Examine the CloudFormation template

While the lab stack deploys, let’s examine the template along with the Lambda functions it creates. The stack contains a set of Mappings, Parameters, and Resources. The Mappings tell CloudFormation which S3 bucket contains the Lambda code, based on the region you select in the console. The Parameters are straightforward, letting you give your stack a prefix and control the index name for the movies index in your Amazon Elasticsearch Service domain.

CloudFormation Resources are the AWS resources deployed. You specify these resources with a set of parameters that you supply in the source JSON or yml. CloudFormation works out the resource dependencies and makes sure that resources deploy in the correct order. There are 12 resources in this template.

CognitoUserPool – The lab deploys Cognito resources to supply the basis for authenticating to Kibana. The user pool controls user sign on.

CognitoIdentityPool – The identity pool is the source of Cognito identities.

ElasticsearchDomain – Your Elasticsearch domain. NOTE: The AuthUserRole and the domain’s policy are the key components that enable Cognito access. The Principal for this role is Cognito’s default, AuthUserRole. All users who authenticate through Cognito get this role (unless you specify otherwise). These two pieces are what you need to enable Cognito access in Kibana for your own domains. You can read more in our documentation.

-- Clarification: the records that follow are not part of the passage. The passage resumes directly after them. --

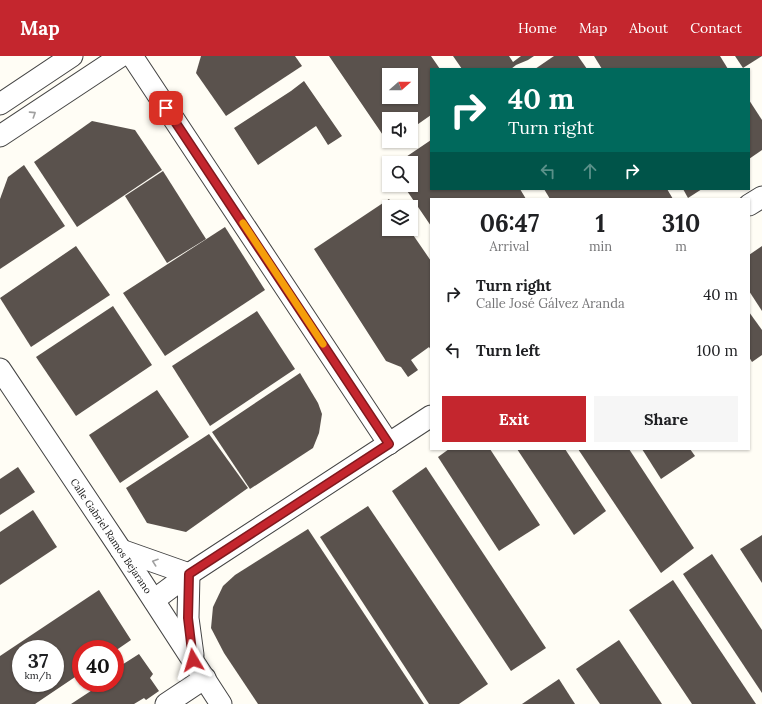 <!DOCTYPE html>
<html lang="en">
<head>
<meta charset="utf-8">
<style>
	body { margin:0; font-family:Lora,serif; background:#f6f6f6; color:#202124; height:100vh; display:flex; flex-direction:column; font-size:15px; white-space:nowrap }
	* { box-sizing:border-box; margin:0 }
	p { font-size:13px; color:#757577 }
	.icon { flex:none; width:22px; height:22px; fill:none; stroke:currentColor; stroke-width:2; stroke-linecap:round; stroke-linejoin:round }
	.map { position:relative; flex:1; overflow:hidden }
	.drawer { position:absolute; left:430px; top:142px; width:320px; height:252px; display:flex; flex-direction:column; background:#fff; border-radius:0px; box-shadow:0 1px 3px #0004 }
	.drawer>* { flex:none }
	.banner { position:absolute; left:430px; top:12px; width:320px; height:122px; border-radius:0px; box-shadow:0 1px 3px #0004; background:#00695c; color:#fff; overflow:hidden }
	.needle { width:26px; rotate:69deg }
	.buttons { position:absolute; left:382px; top:12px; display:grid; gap:8px }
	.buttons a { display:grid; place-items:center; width:36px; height:36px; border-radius:0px; background:#fff; box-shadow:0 1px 3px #0004; font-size:20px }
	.speed { position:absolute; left:12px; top:584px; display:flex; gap:8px; font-size:20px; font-weight:700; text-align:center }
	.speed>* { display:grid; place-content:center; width:52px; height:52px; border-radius:50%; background:#fff; box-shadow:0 1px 3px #0004; line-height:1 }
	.speed small { font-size:10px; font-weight:400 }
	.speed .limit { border:6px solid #d22; background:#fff; color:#111 }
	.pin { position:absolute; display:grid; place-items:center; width:34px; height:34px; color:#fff; margin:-17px; border-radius:8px; box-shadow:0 2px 6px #0006 }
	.me { position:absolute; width:44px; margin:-22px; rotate:353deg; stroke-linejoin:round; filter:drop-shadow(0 0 3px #0008) }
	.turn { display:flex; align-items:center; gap:14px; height:84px; padding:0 12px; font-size:18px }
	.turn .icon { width:52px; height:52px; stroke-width:2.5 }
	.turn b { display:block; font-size:28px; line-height:34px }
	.lanes { display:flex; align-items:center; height:38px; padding:0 12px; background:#0003; justify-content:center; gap:20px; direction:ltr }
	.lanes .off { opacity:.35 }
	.eta { display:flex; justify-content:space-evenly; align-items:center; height:68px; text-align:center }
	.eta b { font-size:24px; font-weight:700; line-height:28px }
	.button { display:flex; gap:8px; margin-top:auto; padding:8px 12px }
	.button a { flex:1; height:46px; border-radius:0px; background:#c4262e; color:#fff; font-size:16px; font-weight:700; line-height:46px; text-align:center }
	.button a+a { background:#f6f6f6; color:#202124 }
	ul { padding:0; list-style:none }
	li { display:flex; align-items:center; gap:12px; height:56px; padding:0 12px }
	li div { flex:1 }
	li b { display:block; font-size:15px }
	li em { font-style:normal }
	header { display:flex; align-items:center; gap:24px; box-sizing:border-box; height:56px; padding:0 20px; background:#c4262e; color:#fff }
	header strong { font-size:19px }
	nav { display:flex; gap:22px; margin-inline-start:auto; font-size:14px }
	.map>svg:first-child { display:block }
	.building { fill:#5a524d; fill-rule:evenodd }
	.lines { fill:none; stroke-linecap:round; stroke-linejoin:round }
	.minor-casing { stroke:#444; stroke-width:23 }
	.minor { stroke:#fff; stroke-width:21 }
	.oneway { stroke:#a0a0a0 }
	.route-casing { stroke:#7f191e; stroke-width:10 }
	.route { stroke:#c4262e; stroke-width:7 }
	.slow { stroke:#f59e0b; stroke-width:7 }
	.labels { text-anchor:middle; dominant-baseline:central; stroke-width:4; stroke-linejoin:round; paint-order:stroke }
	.street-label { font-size:10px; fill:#111; stroke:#fff }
</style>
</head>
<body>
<header>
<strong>Map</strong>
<nav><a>Home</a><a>Map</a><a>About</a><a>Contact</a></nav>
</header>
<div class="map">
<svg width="762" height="648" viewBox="0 0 762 648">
	<rect width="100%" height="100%" fill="#fffdf5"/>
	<!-- building -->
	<g class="building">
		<path d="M201,0H295L302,10L226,60L196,17Z"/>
		<path d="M329,0H431L440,13H431V59L411,73V63H389V85H393L389,88ZM389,19H411V41H389Z"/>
		<path d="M453,0H509L513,6L521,0H534L528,4L516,9L511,13H462Z"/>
		<path d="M554,0H578L587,13H535Z"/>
		<path d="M594,0H720L728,13H602Z"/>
		<path d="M735,0H762L743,12Z"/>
		<path d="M304,25L342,80L328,89L316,70L258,109L234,72L291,35Z"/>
		<path d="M749,44L762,64V94L749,103Z"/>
		<path d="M92,65L135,74L162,114L77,171L34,106Z"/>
		<path d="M431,84V133H520L526,143H431V170L403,129H411V107H397Z"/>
		<path d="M24,109L65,170L0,213V143L8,121Z"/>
		<path d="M163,115L206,183L167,207L125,140Z"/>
		<path d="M544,133H667L673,143H550Z"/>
		<path d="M683,133H702L688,142Z"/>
		<path d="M389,143L395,151H389V173H409L431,205V294L429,291L411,304L418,314L408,321L401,311L386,305L314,193Z"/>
		<path d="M225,171L265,234L165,300L123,237Z"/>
		<path d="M76,190L110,239L31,291L0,242Z"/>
		<path d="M762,190V255L749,235V199Z"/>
		<path d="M113,250L152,309L76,360L36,301Z"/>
		<path d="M257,255L295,313L210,370L172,310Z"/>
		<path d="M749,256L762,274V299L752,306L749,301Z"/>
		<path d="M300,317L318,347L322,358L319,377L313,392L250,433L212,376Z"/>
		<path d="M157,334L189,381L120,427L89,379Z"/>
		<path d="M209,378L248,432L186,476L147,467L126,432Z"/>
		<path d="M449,393H490L540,469L499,495L438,401Z"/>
		<path d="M517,393H565L606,455L574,479Z"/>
		<path d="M578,393H629L694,492L661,517Z"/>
		<path d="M642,393H690L695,400L661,423Z"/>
		<path d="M18,411L35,436L0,459V423Z"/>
		<path d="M426,411L546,592L511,615L392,435Z"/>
		<path d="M368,450L488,628L459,648H429L320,481Z"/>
		<path d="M33,454L57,491L0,529V476Z"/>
		<path d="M308,473L424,648H258L224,597L211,572L213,551L223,530L235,519Z"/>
		<path d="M762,479V527L740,493Z"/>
		<path d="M712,498L762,574V637L683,518Z"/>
		<path d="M673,524L756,648H692L629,554Z"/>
		<path d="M99,534L131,584L115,595V593H81V617L35,648H0V600ZM21,593H55V627H21Z"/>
		<path d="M619,584L662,648H600L576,613Z"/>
		<path d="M139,598L153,618L150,622L159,635L146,644L144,642L134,648H71L103,627H115V619L119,617L117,612Z"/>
		<path d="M559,623L575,648H522Z"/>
	</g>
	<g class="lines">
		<defs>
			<g id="minor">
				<path d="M132,0L389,388"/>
				<path d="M0,48L72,0"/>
				<path d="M0,80L121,0"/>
				<path d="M749,149L762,141"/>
				<path d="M0,313L121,494L221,648"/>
				<path d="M121,494L189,518L188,562L193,599"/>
				<path d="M154,544L189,518L431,360"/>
				<path d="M166,648L205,622"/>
			</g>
		</defs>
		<!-- minor casing -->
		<use href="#minor" class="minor-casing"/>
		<!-- minor -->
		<use href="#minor" class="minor"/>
	</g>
	<!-- one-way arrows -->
	<defs><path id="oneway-chevron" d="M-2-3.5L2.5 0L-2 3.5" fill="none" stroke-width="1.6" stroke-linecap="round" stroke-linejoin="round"/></defs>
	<g class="oneway">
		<use href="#oneway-chevron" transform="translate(33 58) rotate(-33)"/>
		<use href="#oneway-chevron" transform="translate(155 506) rotate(-161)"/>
	</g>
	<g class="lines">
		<defs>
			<path id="route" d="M166,52L389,388L189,518L188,562L193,604"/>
		</defs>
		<!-- route casing -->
		<use href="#route" class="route-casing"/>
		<!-- route -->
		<use href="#route" class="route"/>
		<!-- slow -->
		<path class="slow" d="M243,167L323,288"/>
	</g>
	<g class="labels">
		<!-- street labels -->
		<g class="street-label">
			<text transform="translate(111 480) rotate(56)">Calle Gabriel Ramos Bejarano</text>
		</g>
	</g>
</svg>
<div class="buttons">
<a><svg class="needle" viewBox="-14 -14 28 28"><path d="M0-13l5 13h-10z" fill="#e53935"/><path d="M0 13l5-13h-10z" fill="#757577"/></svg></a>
<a><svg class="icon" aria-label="sound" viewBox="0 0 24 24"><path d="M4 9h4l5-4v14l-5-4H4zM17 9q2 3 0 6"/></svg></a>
<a><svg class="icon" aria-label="search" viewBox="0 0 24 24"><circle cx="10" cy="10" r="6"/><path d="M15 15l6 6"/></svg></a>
<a><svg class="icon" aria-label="layers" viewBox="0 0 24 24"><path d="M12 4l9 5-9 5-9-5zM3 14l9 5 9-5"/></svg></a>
</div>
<div class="speed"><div>37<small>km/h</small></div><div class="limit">40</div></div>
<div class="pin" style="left:166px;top:52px;background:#d93025"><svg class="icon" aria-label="arrive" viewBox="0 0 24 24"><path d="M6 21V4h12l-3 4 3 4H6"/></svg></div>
<svg class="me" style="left:193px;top:604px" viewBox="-20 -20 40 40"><path d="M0-17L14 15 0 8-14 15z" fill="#c4262e" stroke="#fff" stroke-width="4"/></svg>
<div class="banner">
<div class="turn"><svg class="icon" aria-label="right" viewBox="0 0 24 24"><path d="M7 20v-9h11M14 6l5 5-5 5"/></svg><div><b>40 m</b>Turn right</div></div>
<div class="lanes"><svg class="icon off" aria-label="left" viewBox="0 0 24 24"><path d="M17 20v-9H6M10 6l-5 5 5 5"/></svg><svg class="icon off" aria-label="ahead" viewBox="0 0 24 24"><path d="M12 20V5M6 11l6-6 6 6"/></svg><svg class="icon" aria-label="right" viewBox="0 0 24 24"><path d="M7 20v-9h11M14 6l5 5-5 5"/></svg></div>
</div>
<section class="drawer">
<div class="eta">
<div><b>06:47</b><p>Arrival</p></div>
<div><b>1</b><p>min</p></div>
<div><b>310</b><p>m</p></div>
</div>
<ul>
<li><svg class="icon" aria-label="right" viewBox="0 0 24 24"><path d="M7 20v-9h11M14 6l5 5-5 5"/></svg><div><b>Turn right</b><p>Calle José Gálvez Aranda</p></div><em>40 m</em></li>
<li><svg class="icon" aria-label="left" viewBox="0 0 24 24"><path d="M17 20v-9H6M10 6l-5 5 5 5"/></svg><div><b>Turn left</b></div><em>100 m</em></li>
</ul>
<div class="button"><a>Exit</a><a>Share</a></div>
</section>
</div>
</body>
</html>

DDBTable – The Dynamo DB table. There are a couple of parameters to note here: the template specifies the primary key (a hash called “id”). More important, it has a StreamSpecification that directs all NEW_AND_OLD_IMAGES to the attached stream. This setting means that updates will come to the LambdaStreamFunction with both the existing and new image. The Lambda function uses both of these to send deltas to Amazon ES.

FunctionSourceMapping – attaches the LambdaFunctionForStreaming to the Dynamo DB table. This completes the setup of the infrastructure to transfer changes to the Dynamo table, as posted to the DDB Stream, to the Amazon ES domain.

AuthUserRole – This role is assigned to authenticated Cognito users and allows them to access Cognito resources.

IdentityPoolRoleAttachment – This attaches the role to the identity pool.

LambdaExecutionRole – all Lambda functions in the lab use this role, making it wider than you should use in your own Roles.